[How to complete this task] Nothing but the lines from the one that contains "Find all place" to the end of the records should be printed, both ends included, exactly as given.

* * * * * * *

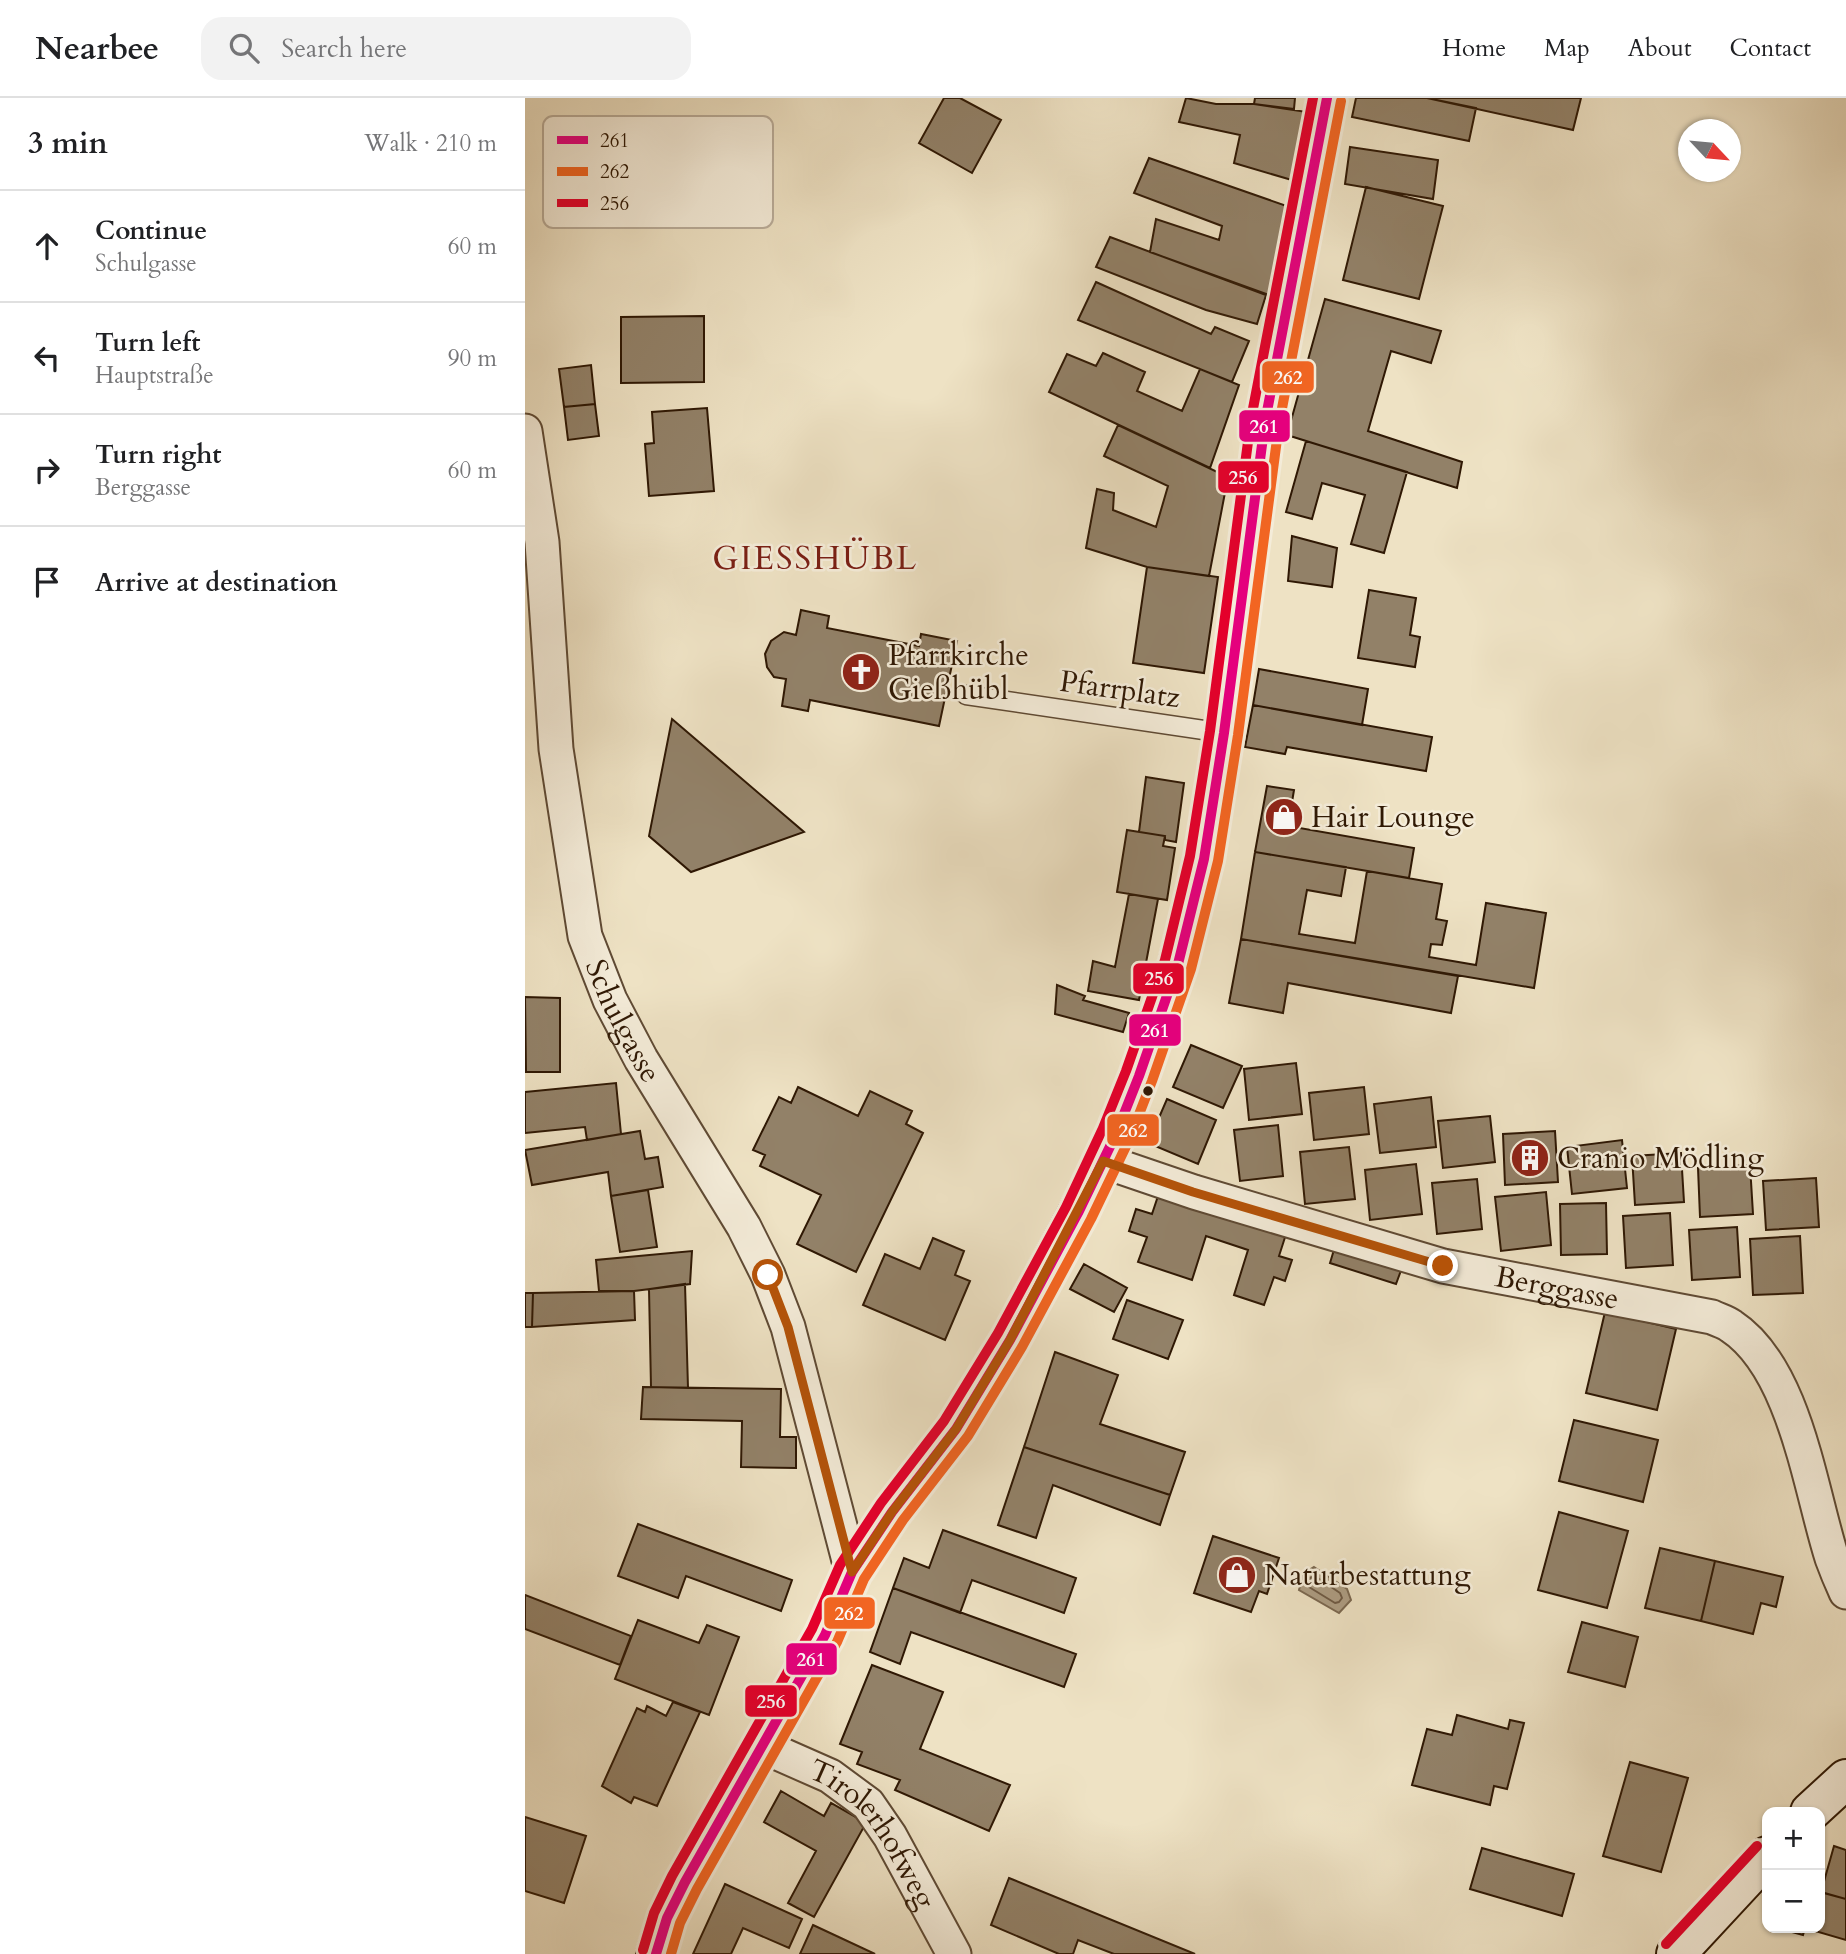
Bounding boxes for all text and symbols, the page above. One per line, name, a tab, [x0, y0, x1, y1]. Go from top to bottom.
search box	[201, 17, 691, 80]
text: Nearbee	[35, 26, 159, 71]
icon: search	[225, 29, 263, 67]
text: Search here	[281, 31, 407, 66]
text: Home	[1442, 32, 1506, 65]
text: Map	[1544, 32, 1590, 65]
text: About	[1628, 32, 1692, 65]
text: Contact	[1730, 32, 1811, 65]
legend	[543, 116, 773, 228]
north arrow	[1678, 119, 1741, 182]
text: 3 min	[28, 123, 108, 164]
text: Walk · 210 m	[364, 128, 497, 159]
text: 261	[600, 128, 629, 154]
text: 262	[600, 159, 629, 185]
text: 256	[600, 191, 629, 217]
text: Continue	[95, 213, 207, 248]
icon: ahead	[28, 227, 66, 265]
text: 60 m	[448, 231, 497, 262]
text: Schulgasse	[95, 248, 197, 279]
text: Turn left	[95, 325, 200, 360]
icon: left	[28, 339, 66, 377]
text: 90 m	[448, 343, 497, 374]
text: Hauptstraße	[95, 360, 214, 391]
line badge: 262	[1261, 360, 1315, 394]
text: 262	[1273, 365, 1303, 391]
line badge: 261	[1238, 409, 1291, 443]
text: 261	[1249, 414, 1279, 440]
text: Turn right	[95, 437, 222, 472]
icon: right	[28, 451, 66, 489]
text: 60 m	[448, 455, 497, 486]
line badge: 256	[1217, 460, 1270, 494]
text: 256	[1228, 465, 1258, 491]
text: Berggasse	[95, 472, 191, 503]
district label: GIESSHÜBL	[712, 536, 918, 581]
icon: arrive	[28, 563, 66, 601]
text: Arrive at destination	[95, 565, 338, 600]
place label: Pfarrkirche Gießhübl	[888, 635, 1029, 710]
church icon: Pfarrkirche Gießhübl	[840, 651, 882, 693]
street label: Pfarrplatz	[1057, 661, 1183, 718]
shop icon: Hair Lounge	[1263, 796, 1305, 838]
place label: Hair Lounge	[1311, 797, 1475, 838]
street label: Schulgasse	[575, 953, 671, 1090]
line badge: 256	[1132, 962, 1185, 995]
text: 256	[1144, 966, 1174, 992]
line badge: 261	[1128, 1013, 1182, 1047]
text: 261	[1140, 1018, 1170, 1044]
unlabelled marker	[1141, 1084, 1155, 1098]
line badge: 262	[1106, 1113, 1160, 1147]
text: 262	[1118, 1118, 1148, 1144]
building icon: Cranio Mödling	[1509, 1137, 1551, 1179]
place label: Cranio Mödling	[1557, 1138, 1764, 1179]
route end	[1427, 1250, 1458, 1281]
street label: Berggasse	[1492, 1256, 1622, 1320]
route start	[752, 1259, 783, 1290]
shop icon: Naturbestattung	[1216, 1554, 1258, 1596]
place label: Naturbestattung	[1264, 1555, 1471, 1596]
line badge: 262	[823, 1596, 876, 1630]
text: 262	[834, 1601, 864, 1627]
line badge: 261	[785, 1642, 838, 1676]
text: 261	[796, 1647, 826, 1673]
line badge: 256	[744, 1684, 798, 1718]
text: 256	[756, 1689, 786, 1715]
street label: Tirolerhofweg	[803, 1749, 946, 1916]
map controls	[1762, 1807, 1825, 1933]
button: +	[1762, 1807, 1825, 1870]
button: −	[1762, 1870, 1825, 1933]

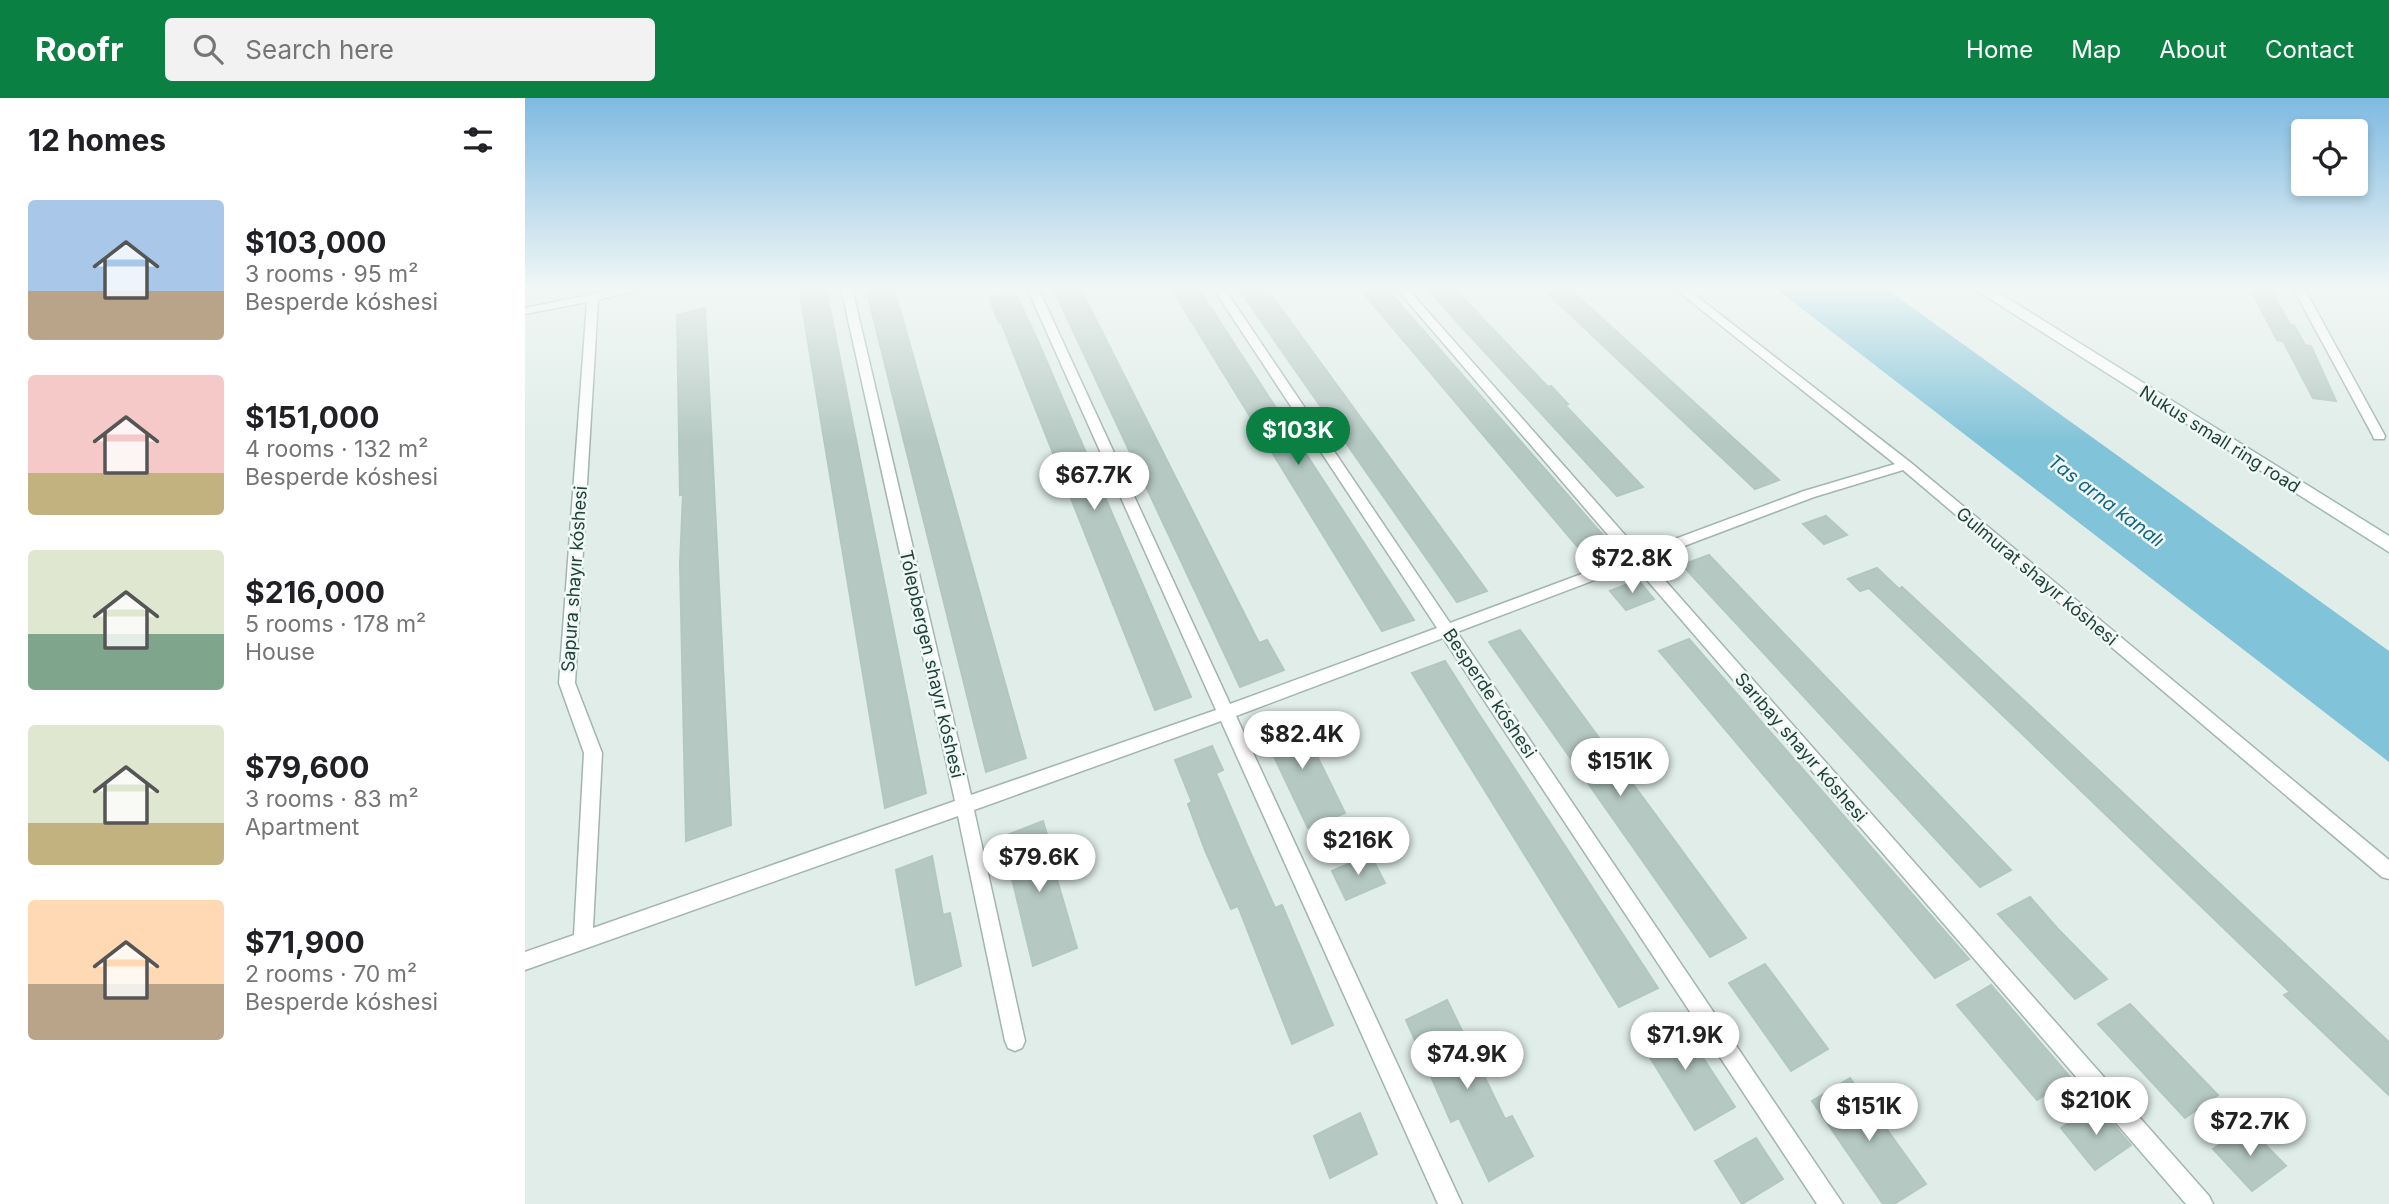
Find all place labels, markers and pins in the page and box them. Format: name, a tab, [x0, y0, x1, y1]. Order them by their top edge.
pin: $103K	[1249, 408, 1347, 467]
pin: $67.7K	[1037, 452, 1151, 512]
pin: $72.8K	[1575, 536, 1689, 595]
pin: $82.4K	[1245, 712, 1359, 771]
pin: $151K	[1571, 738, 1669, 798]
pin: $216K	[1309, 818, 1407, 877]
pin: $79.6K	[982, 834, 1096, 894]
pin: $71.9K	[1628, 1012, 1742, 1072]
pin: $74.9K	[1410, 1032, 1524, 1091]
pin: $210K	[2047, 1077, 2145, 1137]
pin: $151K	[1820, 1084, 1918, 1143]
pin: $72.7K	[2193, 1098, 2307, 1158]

* * * * * * *

[Exercise response]
Find all place labels, markers and pins in the page and box them. Format: name, a tab, [x0, y0, x1, y1]. Order them by their top edge.
pin: $103K	[1249, 408, 1347, 467]
pin: $67.7K	[1037, 452, 1151, 512]
pin: $72.8K	[1575, 536, 1689, 595]
pin: $82.4K	[1245, 712, 1359, 771]
pin: $151K	[1571, 738, 1669, 798]
pin: $216K	[1309, 818, 1407, 877]
pin: $79.6K	[982, 834, 1096, 894]
pin: $71.9K	[1628, 1012, 1742, 1072]
pin: $74.9K	[1410, 1032, 1524, 1091]
pin: $210K	[2047, 1077, 2145, 1137]
pin: $151K	[1820, 1084, 1918, 1143]
pin: $72.7K	[2193, 1098, 2307, 1158]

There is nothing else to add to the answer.